A Gentle Graphical Introduction to Recursion

These are notes from an in-class exercise on recursion I did in a First Year Seminar. The basic idea is an old one: to draw a tree recursively.

(This particular exercise is directly inspired by a talk Dan Garcia gave at a recent SIGCSE about part of their CS 10 (CS Principles) class, The Beauty and Joy of Computing.)

Recursion and fractals

Many things can be expressed “recursively” that is, partly or wholly in terms of themselves. This is usually where your CS teacher immediately brings up factorial. BUT I WILL MANFULLY RESTRAIN MYSELF!

Instead, I’ll point out two things to get us started:

First, that recursion is a beautiful, simple (though maybe not easy) way to think about computation. The dual of the Turing machine is the lambda calculus, and it’s elegantly powered by recursion.

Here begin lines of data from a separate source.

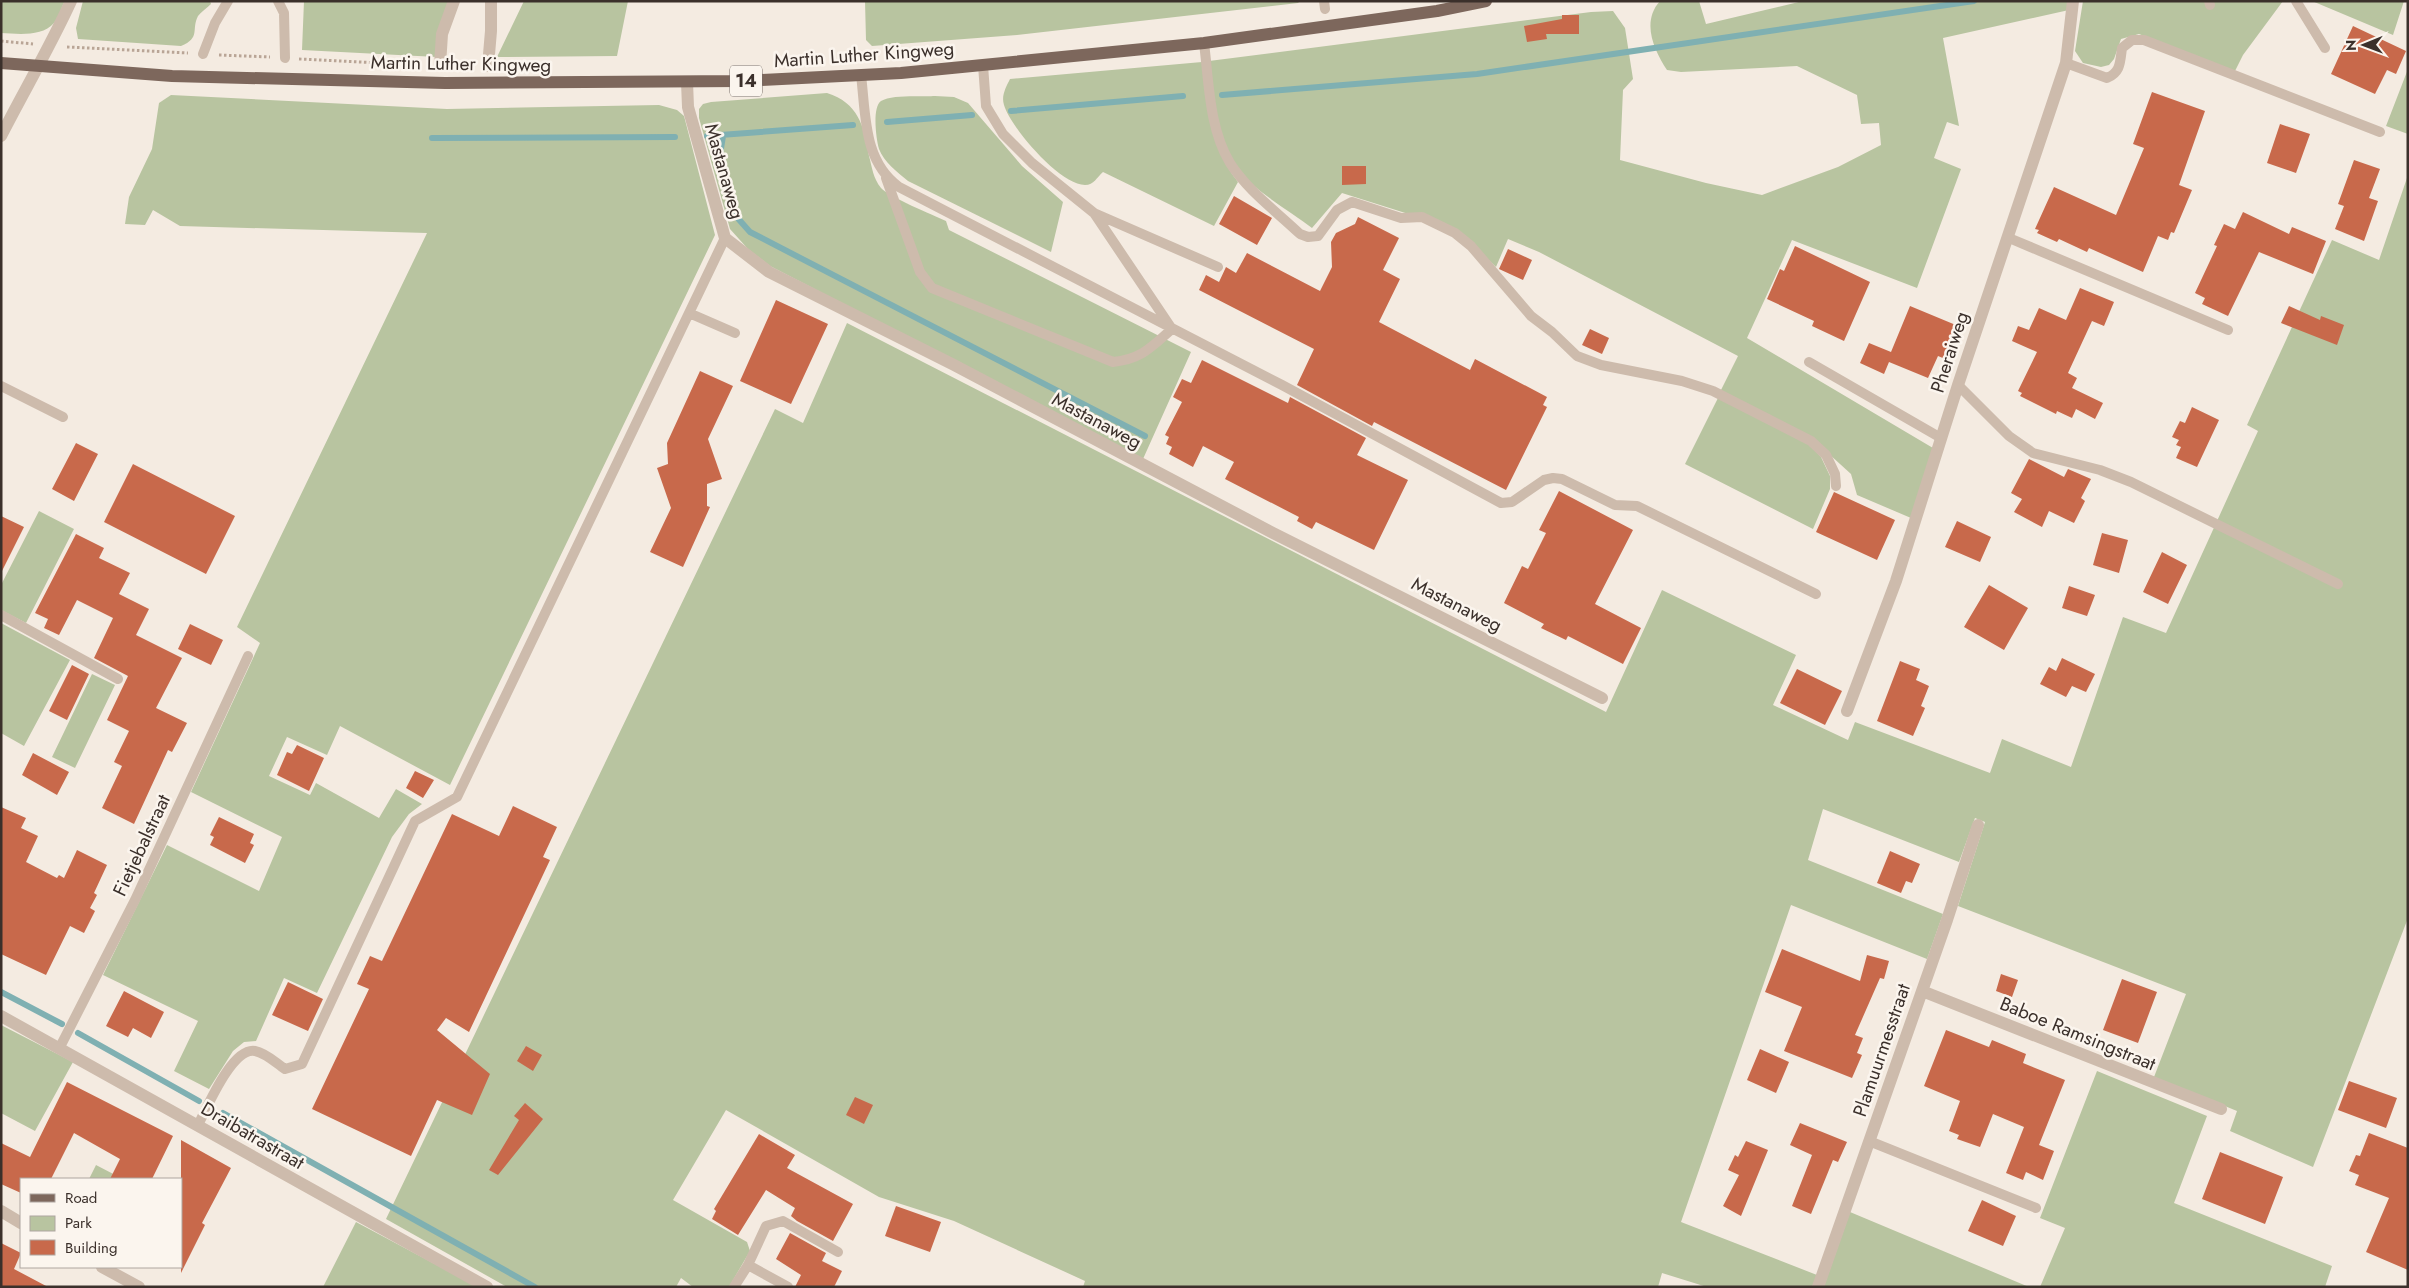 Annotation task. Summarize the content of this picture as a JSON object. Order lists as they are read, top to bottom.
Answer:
{
  "streets": {
    "main road": ["Martin Luther Kingweg", "14"],
    "street": [
      "Mastanaweg",
      "Pheraiweg",
      "Baboe Ramsingstraat",
      "Plamuurmesstraat",
      "Draibatrastraat"
    ],
    "lane": ["Fietjebalstraat"]
  },
  "crossings": [
    ["Martin Luther Kingweg", "Mastanaweg"],
    ["Fietjebalstraat", "Draibatrastraat"],
    ["Baboe Ramsingstraat", "Plamuurmesstraat"]
  ],
  "legend": ["Road", "Park", "Building"],
  "north": "left"
}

Second, that recursion is all around us in nature, in the form of fractals, which when used colloquially means “things that are similar to themselves over extended, but finite, scales.” (Show some examples from Wikipedia.)

We’re going to explore the concept of recursion graphically today, rather than with factorials and Fibonacci and the like. Well, I will probably do a little bit of factorial stuff at the end, but only because I’m contractually required.

Getting started

So, we’re going to learn to draw beautiful trees that look like this (slides).

But we’ll start with something simpler).

The important thing to see is that this tree is self-similar; in other words, it’s fractal: each part contains smaller versions of itself. (on board)

We’re going to draw this in Processing. But first, some preliminaries.

Setting up processing

Processing lets you do pretty arbitrary things (it’s Java, after all). We’re going to tame the complexity somewhat by doing “turtle graphics” aka “pen graphics.” In other words, we’re going to draw everything in terms of pen. The pen has three pieces of state: X, Y, and direction. This is similar to a turtle with a pen attached crawling around on a piece of paper, or my hand on the board, sorta.

float penX;
float penY;
float penDirection;

OK. So far, so nothing. Let’s set up the sketching area:

void setup() {
  size(600, 600);
  penX = width / 2;
  penY = height / 2;
  background(255);
  noLoop();
}

Line by line, what’s happening here?

size(600, 600); creates a viewable (x, y) rectangle to draw on – it’s the sketch, in Processing lingo. The x coordinates increase left to right, and the y coordinates increase top to bottom. This is the opposite of algebra y-axes! But it is common in graphics.

penX = width / 2; and the following line center the pen on the x/y coordinates.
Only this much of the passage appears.